Matthew Wimberley wins Weatherford Award for poetry collection “All the Great Territories”
Matthew Wimberley, an assistant professor of English at Lees-91探花, has won a Weatherford Award for his debut book of poetry, “All the Great Territories.”
The are granted by Berea College and the Appalachian Studies Association each year to the books that “best illuminate the challenges, personalities, and unique qualities of the Appalachian South.” The award was established in 1970 to commemorate the life of W.D. Weatherford, Sr. and his work with youth, Appalachian development, and race relations.
Wimberley said that winning a Weatherford Award was “a complete surprise and a real delight.” The rest of the country is often ignorant about the value of Appalachian life and culture, and the Weatherford Awards fight back against that stereotype by honoring the creators who make the mountains their home.
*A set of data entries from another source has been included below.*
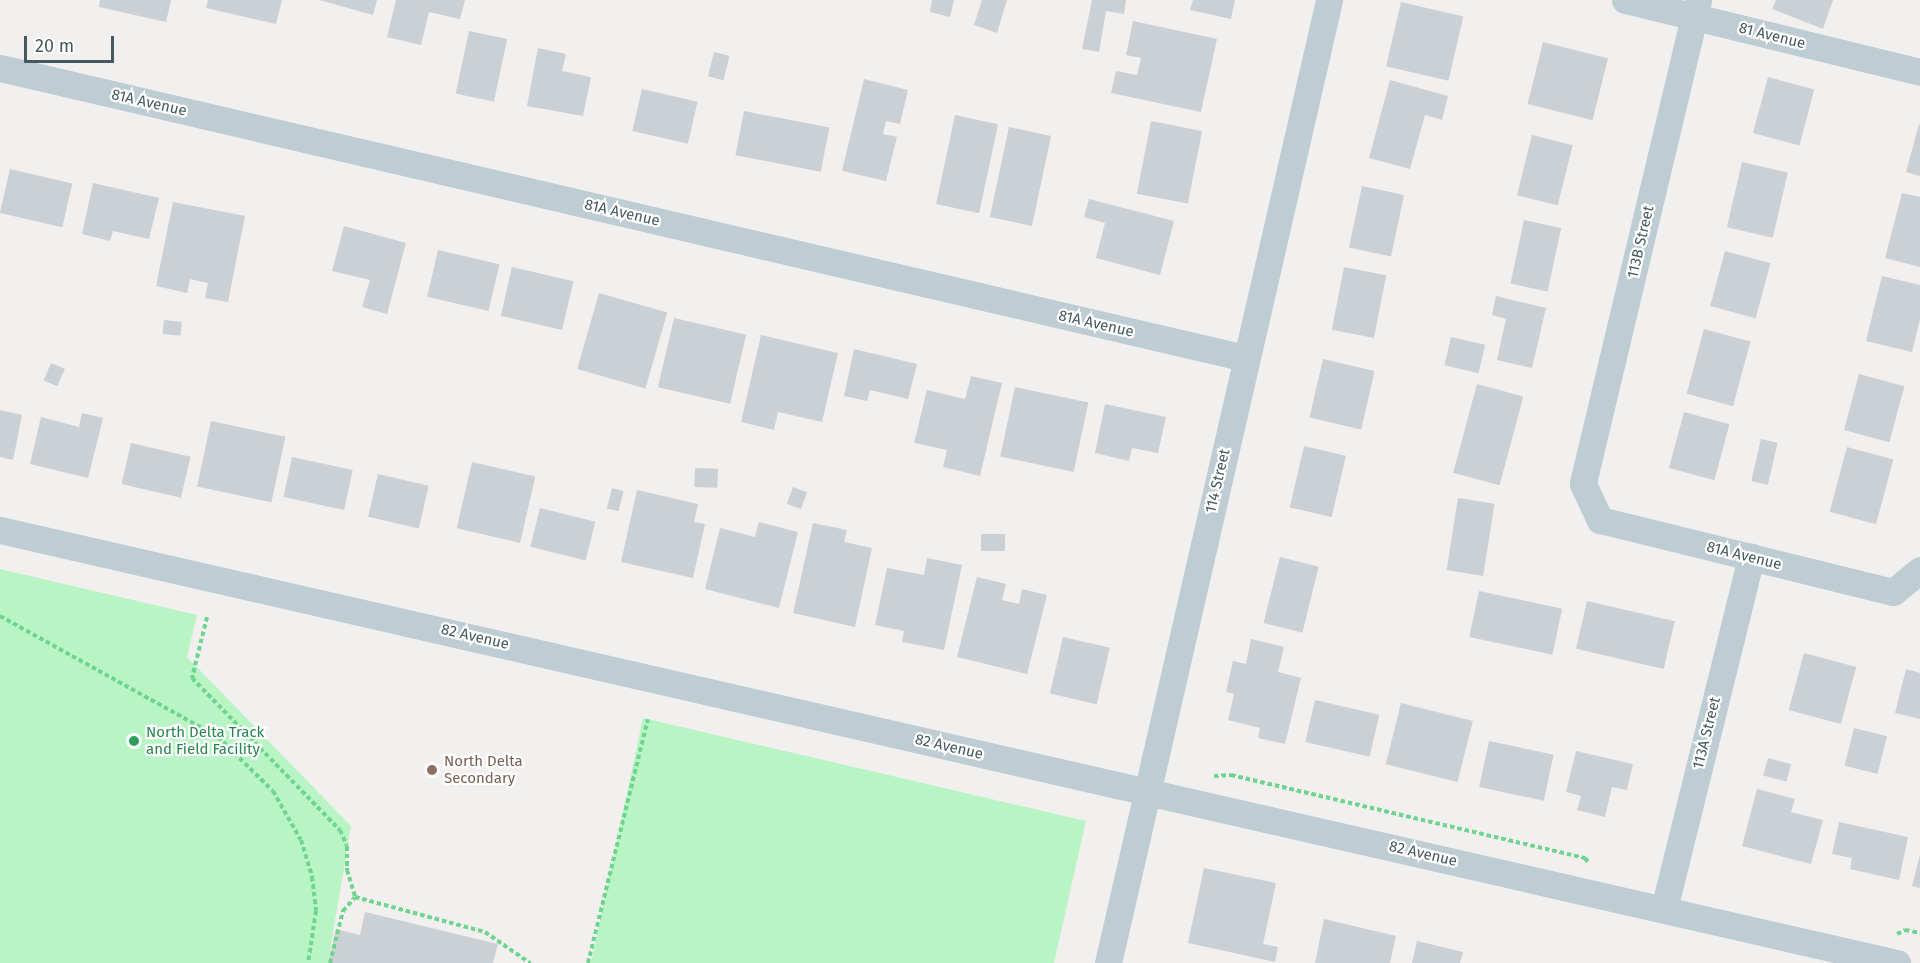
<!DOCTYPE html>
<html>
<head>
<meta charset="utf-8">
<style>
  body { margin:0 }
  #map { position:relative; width:1920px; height:963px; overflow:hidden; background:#f2efef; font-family:"Fira Sans",sans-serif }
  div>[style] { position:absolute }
  .green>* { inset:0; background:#b9f4c4 }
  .building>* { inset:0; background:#cad0d4; transform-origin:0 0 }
  .path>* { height:4px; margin-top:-2px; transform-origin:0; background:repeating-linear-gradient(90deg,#6dd58d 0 4.5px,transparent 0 7.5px) }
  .minor>* { height:27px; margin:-13.5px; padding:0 13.5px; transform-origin:13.5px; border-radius:13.5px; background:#becdd3 }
  .dots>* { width:16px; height:16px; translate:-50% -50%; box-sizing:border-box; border:3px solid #fff; border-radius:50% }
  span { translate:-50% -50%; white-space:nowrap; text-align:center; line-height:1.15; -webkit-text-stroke:4.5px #fff; paint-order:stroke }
  .street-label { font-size:15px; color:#45585f }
  .leisure-label { font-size:15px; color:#27864d }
  .left { translate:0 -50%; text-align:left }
  .education-label { font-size:15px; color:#785e54 }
  .scale { position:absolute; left:24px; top:36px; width:90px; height:27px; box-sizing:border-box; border:3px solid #45585f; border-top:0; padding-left:8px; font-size:18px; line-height:21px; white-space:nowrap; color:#45585f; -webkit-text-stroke:4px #fff; paint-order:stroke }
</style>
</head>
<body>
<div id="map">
  <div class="green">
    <i style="clip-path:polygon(0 569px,197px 615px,187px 657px,351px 826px,328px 963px,0 963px)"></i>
    <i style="clip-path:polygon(643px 718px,1086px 821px,1054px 963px,591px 963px)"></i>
  </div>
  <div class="building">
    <i style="clip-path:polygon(100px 0,171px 0,166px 22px,99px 7px)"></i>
    <i style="clip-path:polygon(208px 0,282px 0,276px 24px,206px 8px)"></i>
    <i style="clip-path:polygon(319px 0,377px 0,373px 15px)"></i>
    <i style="clip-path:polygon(396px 0,465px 0,460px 19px,429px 12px,421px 45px,387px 37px)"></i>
    <i style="clip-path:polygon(932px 0,954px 0,950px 17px,930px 12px)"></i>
    <i style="clip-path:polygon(982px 0,1007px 0,997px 33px,974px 25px)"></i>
    <i style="clip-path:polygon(1092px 0,1126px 0,1124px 14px,1106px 11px,1099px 52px,1082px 49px)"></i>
    <i style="clip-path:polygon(1193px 0,1235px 0,1231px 19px,1190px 10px)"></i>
    <i style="clip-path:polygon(1776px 0,1833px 0,1823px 29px,1772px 9px)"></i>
    <i style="left:1401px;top:2px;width:64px;height:66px;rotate:13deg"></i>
    <i style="clip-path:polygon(1133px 21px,1217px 39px,1201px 112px,1111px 93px,1116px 71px,1137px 75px,1141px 58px,1126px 55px)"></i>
    <i style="left:469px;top:31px;width:39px;height:64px;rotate:12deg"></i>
    <i style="left:1543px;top:42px;width:67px;height:64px;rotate:14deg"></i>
    <i style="clip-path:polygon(538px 48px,566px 54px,562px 71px,591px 77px,583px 116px,527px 106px)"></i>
    <i style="left:714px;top:52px;width:16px;height:25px;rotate:14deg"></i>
    <i style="left:1768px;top:77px;width:48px;height:58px;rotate:15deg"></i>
    <i style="clip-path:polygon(864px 79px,908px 90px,900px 124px,886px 121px,883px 134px,897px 137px,886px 181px,842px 171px)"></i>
    <i style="clip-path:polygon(1390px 80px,1448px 96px,1442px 120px,1425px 115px,1410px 169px,1369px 158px)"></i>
    <i style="left:642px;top:89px;width:57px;height:43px;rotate:13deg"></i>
    <i style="left:744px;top:111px;width:87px;height:45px;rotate:11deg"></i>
    <i style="left:955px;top:115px;width:44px;height:91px;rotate:12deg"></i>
    <i style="left:1151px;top:121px;width:52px;height:74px;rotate:11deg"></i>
    <i style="clip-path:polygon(1919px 124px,1920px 124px,1920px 176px,1906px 172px)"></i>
    <i style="left:1009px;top:127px;width:43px;height:92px;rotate:12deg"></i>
    <i style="left:1532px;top:135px;width:42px;height:62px;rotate:14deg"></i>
    <i style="left:1742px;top:162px;width:47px;height:67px;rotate:13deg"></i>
    <i style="left:10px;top:169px;width:64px;height:45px;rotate:13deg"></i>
    <i style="clip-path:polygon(93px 183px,159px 198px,149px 239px,113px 231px,110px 241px,82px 234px)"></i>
    <i style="left:1362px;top:186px;width:43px;height:63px;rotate:12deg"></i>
    <i style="clip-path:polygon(1902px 193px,1920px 197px,1920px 267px,1885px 258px)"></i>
    <i style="clip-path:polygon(1089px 199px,1174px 221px,1160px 275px,1096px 258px,1105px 223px,1084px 217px)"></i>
    <i style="clip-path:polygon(173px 202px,245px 216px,228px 302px,205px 298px,208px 283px,190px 279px,187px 293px,156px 286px)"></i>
    <i style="left:1524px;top:220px;width:38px;height:65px;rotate:12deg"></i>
    <i style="clip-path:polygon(344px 226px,406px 243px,387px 314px,362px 307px,370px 280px,332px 271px)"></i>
    <i style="left:438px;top:250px;width:63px;height:48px;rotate:13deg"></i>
    <i style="left:1725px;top:251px;width:47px;height:57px;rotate:15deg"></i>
    <i style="left:512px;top:267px;width:63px;height:50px;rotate:13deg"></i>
    <i style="left:1344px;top:267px;width:43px;height:64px;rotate:11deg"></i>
    <i style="clip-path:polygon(1882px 276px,1920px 285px,1920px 319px,1912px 352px,1866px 341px)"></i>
    <i style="left:599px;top:293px;width:71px;height:79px;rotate:16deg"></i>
    <i style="clip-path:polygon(1496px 296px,1546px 308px,1532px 368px,1497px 360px,1506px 319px,1492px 315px)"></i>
    <i style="left:674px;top:318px;width:74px;height:71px;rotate:13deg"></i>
    <i style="left:164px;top:320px;width:18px;height:14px;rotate:6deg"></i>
    <i style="left:1704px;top:329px;width:48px;height:67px;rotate:15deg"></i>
    <i style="clip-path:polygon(761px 335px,838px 353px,822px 422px,778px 412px,774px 430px,741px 422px)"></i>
    <i style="left:1451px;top:337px;width:35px;height:29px;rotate:13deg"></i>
    <i style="clip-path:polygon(854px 349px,917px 364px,908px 399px,870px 390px,867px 401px,844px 396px)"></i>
    <i style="left:1323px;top:359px;width:53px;height:60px;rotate:13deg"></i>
    <i style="left:51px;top:363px;width:15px;height:19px;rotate:23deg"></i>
    <i style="left:1859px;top:374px;width:47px;height:58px;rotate:15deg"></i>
    <i style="clip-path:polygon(971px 376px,1002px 383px,980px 476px,943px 467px,947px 450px,914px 443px,927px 390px,965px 399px)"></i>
    <i style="left:1477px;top:384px;width:48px;height:92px;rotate:15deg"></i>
    <i style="left:1015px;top:387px;width:75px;height:71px;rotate:12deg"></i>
    <i style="clip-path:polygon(1105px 404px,1166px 417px,1158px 453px,1132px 448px,1129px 461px,1095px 453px)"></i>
    <i style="clip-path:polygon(0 410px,22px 415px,13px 460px,0 457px)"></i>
    <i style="left:1684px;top:412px;width:47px;height:58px;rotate:15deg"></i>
    <i style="clip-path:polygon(82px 413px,103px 418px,88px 478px,30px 464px,41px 417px,79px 427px)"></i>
    <i style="left:211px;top:421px;width:76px;height:67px;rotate:12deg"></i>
    <i style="left:1761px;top:439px;width:17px;height:43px;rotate:13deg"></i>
    <i style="left:131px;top:443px;width:61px;height:42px;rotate:13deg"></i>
    <i style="left:1304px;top:446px;width:43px;height:63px;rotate:13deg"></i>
    <i style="left:1847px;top:447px;width:48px;height:67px;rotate:15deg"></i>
    <i style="left:292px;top:457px;width:62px;height:41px;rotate:12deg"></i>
    <i style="left:472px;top:462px;width:65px;height:68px;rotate:13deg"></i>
    <i style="left:695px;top:468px;width:23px;height:19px;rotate:2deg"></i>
    <i style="left:378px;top:474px;width:52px;height:44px;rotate:13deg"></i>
    <i style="left:793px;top:487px;width:15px;height:18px;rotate:20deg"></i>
    <i style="left:612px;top:488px;width:12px;height:21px;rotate:14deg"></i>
    <i style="clip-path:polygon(637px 490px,698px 504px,694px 522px,705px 524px,693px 578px,621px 562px)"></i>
    <i style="left:1458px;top:498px;width:37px;height:73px;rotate:9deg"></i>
    <i style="left:540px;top:508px;width:57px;height:40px;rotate:14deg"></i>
    <i style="clip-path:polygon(759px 522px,798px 532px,779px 608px,705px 589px,720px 528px,755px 537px)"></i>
    <i style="clip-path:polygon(813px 523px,847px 530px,844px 542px,872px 548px,855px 627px,793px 613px)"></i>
    <i style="left:981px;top:534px;width:24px;height:17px"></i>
    <i style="left:1280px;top:557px;width:40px;height:68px;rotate:14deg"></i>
    <i style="clip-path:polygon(927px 558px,962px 565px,944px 650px,902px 642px,904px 631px,875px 625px,887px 568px,924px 575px)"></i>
    <i style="clip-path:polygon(977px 577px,1006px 584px,1002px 600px,1019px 604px,1022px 589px,1047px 595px,1027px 674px,957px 657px)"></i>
    <i style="left:1479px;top:591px;width:85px;height:47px;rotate:12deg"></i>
    <i style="left:1587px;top:601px;width:90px;height:49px;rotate:13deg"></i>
    <i style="left:1063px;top:637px;width:48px;height:58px;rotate:13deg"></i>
    <i style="clip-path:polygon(1251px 639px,1284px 647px,1278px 672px,1301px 678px,1285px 744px,1258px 738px,1260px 728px,1228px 720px,1234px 694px,1226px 692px,1233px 661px,1246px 664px)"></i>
    <i style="left:1804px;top:653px;width:54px;height:59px;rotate:15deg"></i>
    <i style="clip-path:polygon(1906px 669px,1920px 673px,1920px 719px,1895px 713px)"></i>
    <i style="left:1315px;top:700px;width:66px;height:43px;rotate:13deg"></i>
    <i style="left:1401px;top:703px;width:74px;height:63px;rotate:14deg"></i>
    <i style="left:1854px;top:728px;width:34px;height:39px;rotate:14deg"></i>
    <i style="left:1489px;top:741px;width:66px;height:47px;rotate:12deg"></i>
    <i style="clip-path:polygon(1576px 751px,1633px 764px,1627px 790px,1612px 787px,1605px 817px,1577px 810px,1581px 796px,1566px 792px)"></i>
    <i style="left:1768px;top:758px;width:24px;height:18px;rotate:15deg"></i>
    <i style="clip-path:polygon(1757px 789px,1795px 799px,1791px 812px,1823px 820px,1811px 864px,1742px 846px)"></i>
    <i style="clip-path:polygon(1839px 822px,1908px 837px,1899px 880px,1850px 869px,1852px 858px,1832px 854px)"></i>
    <i style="clip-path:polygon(1920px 854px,1920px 888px,1912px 886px)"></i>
    <i style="clip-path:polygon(1204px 868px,1276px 883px,1263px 944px,1278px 947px,1275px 962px,1188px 943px)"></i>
    <i style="clip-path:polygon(365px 912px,498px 944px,493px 963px,328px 963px,336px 929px,360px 935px)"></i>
    <i style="clip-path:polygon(1324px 919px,1396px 936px,1390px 963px,1315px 963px)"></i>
    <i style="clip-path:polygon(1417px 941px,1463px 952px,1460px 963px,1412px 963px)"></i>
  </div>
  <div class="path">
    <i style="left:0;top:616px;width:249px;rotate:29deg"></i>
    <i style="left:218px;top:737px;width:77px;rotate:44.5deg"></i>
    <i style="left:273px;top:791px;width:56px;rotate:60.3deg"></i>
    <i style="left:301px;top:840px;width:39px;rotate:73deg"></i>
    <i style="left:312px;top:877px;width:34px;rotate:83deg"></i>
    <i style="left:316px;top:911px;width:53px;rotate:98.7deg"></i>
    <i style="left:207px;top:617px;width:63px;rotate:103.8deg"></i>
    <i style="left:192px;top:678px;width:212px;rotate:45.8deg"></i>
    <i style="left:340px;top:830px;width:17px;rotate:66deg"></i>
    <i style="left:347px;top:846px;width:24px;rotate:90deg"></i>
    <i style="left:347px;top:870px;width:28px;rotate:73deg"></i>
    <i style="left:355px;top:897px;width:135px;rotate:15.1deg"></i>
    <i style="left:485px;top:932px;width:55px;rotate:34.6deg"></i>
    <i style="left:1214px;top:776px;width:17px;rotate:-3deg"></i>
    <i style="left:1231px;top:775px;width:364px;rotate:13.2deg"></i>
    <i style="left:1585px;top:858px;width:5px;rotate:53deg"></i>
    <i style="left:1897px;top:934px;width:9px;rotate:-27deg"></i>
    <i style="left:1905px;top:930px;width:15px;rotate:11deg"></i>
    <i style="left:330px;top:963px;width:54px;rotate:-76deg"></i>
    <i style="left:343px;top:911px;width:18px;rotate:-49deg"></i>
    <i style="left:588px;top:963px;width:251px;rotate:-76.2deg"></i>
  </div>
  <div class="minor">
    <i style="left:1625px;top:0;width:304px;rotate:13.7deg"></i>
    <i style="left:1698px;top:0;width:497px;rotate:103.4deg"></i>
    <i style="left:1583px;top:484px;width:40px;rotate:65deg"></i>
    <i style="left:1600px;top:520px;width:302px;rotate:13.8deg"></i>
    <i style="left:1893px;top:592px;width:35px;rotate:-39deg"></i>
    <i style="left:0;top:68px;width:1278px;rotate:13.11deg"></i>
    <i style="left:0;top:530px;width:1946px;rotate:12.86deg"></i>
    <i style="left:1664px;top:909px;width:363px;rotate:-76.1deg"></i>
    <i style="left:1108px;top:963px;width:988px;rotate:-77.07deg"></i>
  </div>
  <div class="dots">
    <i style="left:134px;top:741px;background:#2e9e5b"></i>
    <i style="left:432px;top:770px;background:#8d6e63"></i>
  </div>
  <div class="street-label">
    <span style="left:1772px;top:36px;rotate:14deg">81 Avenue</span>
    <span style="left:149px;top:103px;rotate:13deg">81A Avenue</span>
    <span style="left:622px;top:213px;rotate:13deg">81A Avenue</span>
    <span style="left:1641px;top:242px;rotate:-77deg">113B Street</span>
    <span style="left:1096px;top:324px;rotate:13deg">81A Avenue</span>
    <span style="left:1218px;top:481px;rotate:-77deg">114 Street</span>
    <span style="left:1744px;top:556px;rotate:14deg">81A Avenue</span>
    <span style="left:475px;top:637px;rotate:13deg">82 Avenue</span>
    <span style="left:1707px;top:733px;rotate:-76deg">113A Street</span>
    <span style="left:949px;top:747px;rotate:13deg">82 Avenue</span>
    <span style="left:1423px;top:854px;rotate:13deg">82 Avenue</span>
  </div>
  <div class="leisure-label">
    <span class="left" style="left:146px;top:741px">North Delta Track<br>and Field Facility</span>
  </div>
  <div class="education-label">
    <span class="left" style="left:444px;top:770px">North Delta<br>Secondary</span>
  </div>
  <div class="scale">20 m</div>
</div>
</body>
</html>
The poems in “All the Great Territories” explore Wimberley’s complicated relationship with his distant father, who passed away in 2012. It was also during this time period that Wimberley left his home in western North Carolina to earn his MFA at New York University, and his feeling of displacement led him to write about home. The resulting book serves as an elegy for and conversation with a mythologized version of Wimberley’s late father.
“To be included, especially with my debut book, gives me a sensibility of my responsibility to place and the Weatherford Award's mission,” Wimberley said. “And one of my responsibilities is to uplift other voices.”
As a professor at Lees-91探花, Wimberley can introduce students to varied Appalachian voices in the courses he commonly teaches, which include Wilderness Literature, Advanced Poetry, and Appalachian Poetry.
The Weatherford Awards are chosen by a panel of judges made up of a representative from Berea College, several members of the Appalachian Studies Association, and other figures from around the Appalachian South. One of the judges described “All the Great Territories” as “masterful in its ability to closely study the region and the forces at work against it” that “perfectly captures the complexities of grief and Appalachia.”
Another judge said, “This aching and elegiac book held up to a second and third read, and I was taken by the care and intention of his images and the emotional risk of the poems.”
Wimberley has received awards and recognitions for his poetry in the past, including winning the William Matthews Prize from the Asheville Poetry Review in 2015 and being chosen as a finalist for the 2015 Narrative Poetry Contest.
“Awards in general are a double-edged sword, because now there’s pressure,” Wimberley said. “There’s always a worry when you write a poem—am I ever going to do this again? It seems an impossible think, a remarkable thing. I think it’s a gift to be able to write.”
Wimberley expressed gratitude for the friends, mentors, and colleagues who assisted him in his journey to becoming a published author and winning a Weatherford Award. “Awards often get pared down to the individual,” he said. “But it’s more a testament to a community of support. Winning an award would be impossible without that.”
Another collection of Wimberley’s poetry, “Daniel Boone’s Window,” will be released in October 2021 by Louisiana State University Press.